Directions for this task:
Return all lines from the entries below in which the word "canvas" is present.

-- Dataset records follows --

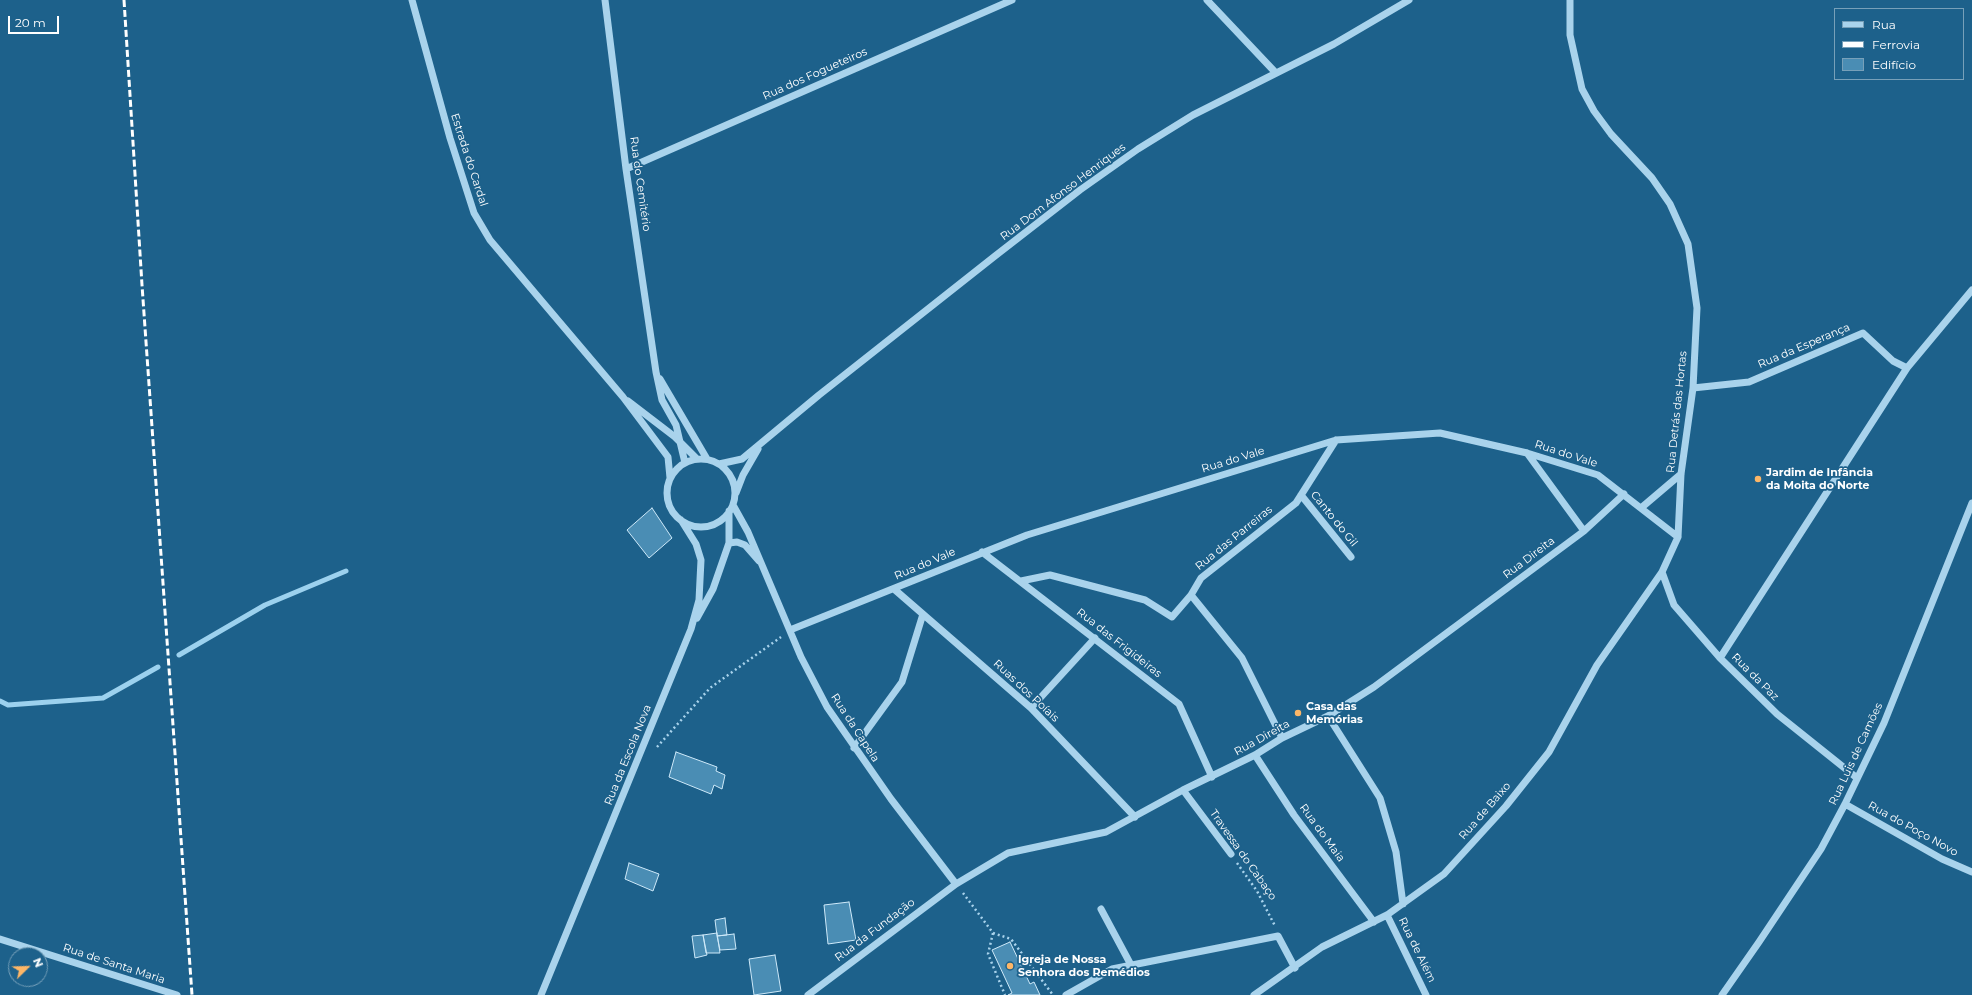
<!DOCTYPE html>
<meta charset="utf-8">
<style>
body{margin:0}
#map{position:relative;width:1972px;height:995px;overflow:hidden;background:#1d618b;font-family:Montserrat,sans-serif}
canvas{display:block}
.legend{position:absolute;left:1834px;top:8px;width:130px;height:72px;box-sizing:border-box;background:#1d618b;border:1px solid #77a0b9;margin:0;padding:5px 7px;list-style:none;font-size:12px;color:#fff}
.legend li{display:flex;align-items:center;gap:8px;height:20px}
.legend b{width:20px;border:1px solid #77a0b9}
.north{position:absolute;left:8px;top:947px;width:40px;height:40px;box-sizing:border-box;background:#1d618b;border:1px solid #77a0b9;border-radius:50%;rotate:67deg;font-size:11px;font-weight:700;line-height:16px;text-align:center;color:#fff}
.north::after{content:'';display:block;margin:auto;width:14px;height:18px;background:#fcb667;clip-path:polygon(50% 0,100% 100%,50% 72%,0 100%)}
.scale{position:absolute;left:8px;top:16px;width:51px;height:18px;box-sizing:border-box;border:2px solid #fff;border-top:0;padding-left:5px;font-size:12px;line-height:14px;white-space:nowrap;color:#fff;-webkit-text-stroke:3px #1d618b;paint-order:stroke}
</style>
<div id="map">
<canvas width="1972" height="995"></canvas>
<ul class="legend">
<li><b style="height:5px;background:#a9d3ec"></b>Rua</li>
<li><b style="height:5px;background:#fff"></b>Ferrovia</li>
<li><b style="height:11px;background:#4a8db4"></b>Edifício</li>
</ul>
<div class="north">N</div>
<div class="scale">20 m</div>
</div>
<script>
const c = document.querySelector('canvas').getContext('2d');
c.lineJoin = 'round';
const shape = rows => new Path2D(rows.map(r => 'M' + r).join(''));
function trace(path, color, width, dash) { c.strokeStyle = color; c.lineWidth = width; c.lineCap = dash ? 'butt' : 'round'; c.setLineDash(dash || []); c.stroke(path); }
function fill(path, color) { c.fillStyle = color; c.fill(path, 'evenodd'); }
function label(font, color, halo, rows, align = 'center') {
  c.font = font + ' Montserrat,sans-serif'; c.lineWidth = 3.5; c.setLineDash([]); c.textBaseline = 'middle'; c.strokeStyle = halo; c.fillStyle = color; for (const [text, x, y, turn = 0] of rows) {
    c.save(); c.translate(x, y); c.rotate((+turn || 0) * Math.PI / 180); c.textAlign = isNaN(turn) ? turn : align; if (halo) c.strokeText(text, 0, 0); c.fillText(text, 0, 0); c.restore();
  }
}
const stream = shape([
 [179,655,265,605,346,571],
 [0,701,8,705,103,698,158,667]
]);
const building = shape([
 [652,508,672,538,649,558,627,530,652,508],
 [676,752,717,767,716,771,725,775,722,789,714,785,711,794,669,777,676,752],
 [629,863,659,874,653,891,625,879,629,863],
 [849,902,856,940,828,944,824,905,849,902],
 [725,918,727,935,717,936,715,920,725,918],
 [717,933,720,953,706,953,703,935,717,933],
 [734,934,736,949,720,950,717,936,734,934],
 [703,935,707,955,695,958,692,936,703,935],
 [1010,942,1030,984,1034,982,1040,995,1008,995,1012,993,992,950,1010,942],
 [775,955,781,991,754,995,749,959,775,955]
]);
const path = shape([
 [657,747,710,688,781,637],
 [1237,863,1257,891,1275,926],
 [963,893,993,933,1011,939,1053,995],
 [993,933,988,954,1005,995]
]);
const minor = shape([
 [412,0,450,138,474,213,490,240,623,397,668,457,670,478],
 [605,0,626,169,656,372,662,400,676,425,685,463],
 [1207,0,1275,72],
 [626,169,1012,0],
 [660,379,707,459],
 [1693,388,1749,382,1863,333,1893,361,1907,368,1972,290],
 [628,401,675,437,697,459],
 [1527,453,1584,531],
 '667 493a34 34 0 1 1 68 0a34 34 0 1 1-68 0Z',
 [719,464,742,459,819,395,995,256,1080,190,1138,149,1193,115,1334,44,1409,0],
 [736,493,743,475,758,449],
 [1301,495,1351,557],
 [733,505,748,532,801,657,827,707,891,799,956,884],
 [1641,508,1681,474],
 [729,543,737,542,745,545,759,561],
 [982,552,1179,704,1212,777],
 [1662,572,1674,605,1720,658,1777,714,1857,778],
 [1021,581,1050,575,1145,600,1172,617,1191,595],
 [894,589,1031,708,1135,817],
 [697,618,713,589,729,543,729,511],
 [790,630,1027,535,1336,440,1440,433,1527,453,1598,475,1678,537],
 [1720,658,1907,368],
 [1031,708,1095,638],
 [1328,716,1380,798,1396,852,1403,904],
 [1282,738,1242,658,1191,595,1201,578,1296,503,1336,440],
 [854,748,902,682,923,614],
 [1255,755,1294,815,1374,922],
 [1183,790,1231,854],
 [1845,804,1942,859,1972,872],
 [1101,909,1131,965],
 [1387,915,1426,995],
 [0,939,177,995],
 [541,995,691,629,699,600,701,560,696,544,681,520],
 [808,995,956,884,1008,853,1106,832,1183,790,1255,755,1282,738,1328,716,1374,687,1584,531,1624,494],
 [1066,995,1112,969,1278,936,1295,968],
 [1254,995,1322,947,1387,915,1444,874,1506,806,1549,752,1597,665,1662,572,1678,537,1681,474,1693,388,1697,308,1688,244,1670,204,1652,178,1611,134,1594,111,1582,89,1570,35,1570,0],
 [1722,995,1759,942,1821,849,1845,804,1884,723,1972,503]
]);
const rail = shape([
 [124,0,142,285,192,995]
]);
const markers = [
 [1758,479,4,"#fcb667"],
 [1298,713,4,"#fcb667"],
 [1010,966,4,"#fcb667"]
];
const streetNames = [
 ["Rua dos Fogueteiros",815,74,-24],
 ["Estrada do Cardal",469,160,72],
 ["Rua do Cemitério",640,184,82],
 ["Rua Dom Afonso Henriques",1063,192,-37],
 ["Rua da Esperança",1804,346,-23],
 ["Rua Detrás das Hortas",1677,412,-84],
 ["Rua do Vale",1566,454,18],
 ["Rua do Vale",1233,460,-17],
 ["Canto do Gil",1334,519,51],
 ["Rua das Parreiras",1234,538,-39],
 ["Rua Direita",1529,558,-37],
 ["Rua do Vale",925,564,-23],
 ["Rua das Frigideiras",1119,643,38],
 ["Rua da Paz",1755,677,45],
 ["Ruas dos Poíais",1026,691,43],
 ["Rua da Capela",855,728,57],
 ["Rua Direita",1262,738,-29],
 ["Rua Luis de Camões",1856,754,-65],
 ["Rua da Escola Nova",628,755,-68],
 ["Rua de Baixo",1485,811,-49],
 ["Rua do Poço Novo",1913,829,29],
 ["Rua do Maia",1322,833,54],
 ["Travessa do Cabaço",1243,855,55],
 ["Rua da Fundação",875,930,-37],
 ["Rua de Além",1417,950,64],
 ["Rua de Santa Maria",114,964,18]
];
const poiNames = [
 ["Jardim de Infância",1766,473],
 ["da Moita do Norte",1766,486],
 ["Casa das",1306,707],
 ["Memórias",1306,720],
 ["Igreja de Nossa",1018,960],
 ["Senhora dos Remédios",1018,973]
];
trace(stream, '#9cd1ee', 5);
fill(building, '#4a8db4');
trace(building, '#cee9f9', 1);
trace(path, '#a9d3ec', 2.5, [2, 3]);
trace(minor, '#a9d3ec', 7);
trace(rail, '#fff', 3, [7, 3]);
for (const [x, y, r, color] of markers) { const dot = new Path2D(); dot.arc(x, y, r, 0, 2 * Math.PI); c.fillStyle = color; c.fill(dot); trace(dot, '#1d618b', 1.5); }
label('11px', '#fff', '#1d618b', streetNames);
label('bold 11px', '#fff', '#1d618b', poiNames, 'left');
</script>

-- Dataset records concluded --

Written reply:
canvas{display:block}
<canvas width="1972" height="995"></canvas>
const c = document.querySelector('canvas').getContext('2d');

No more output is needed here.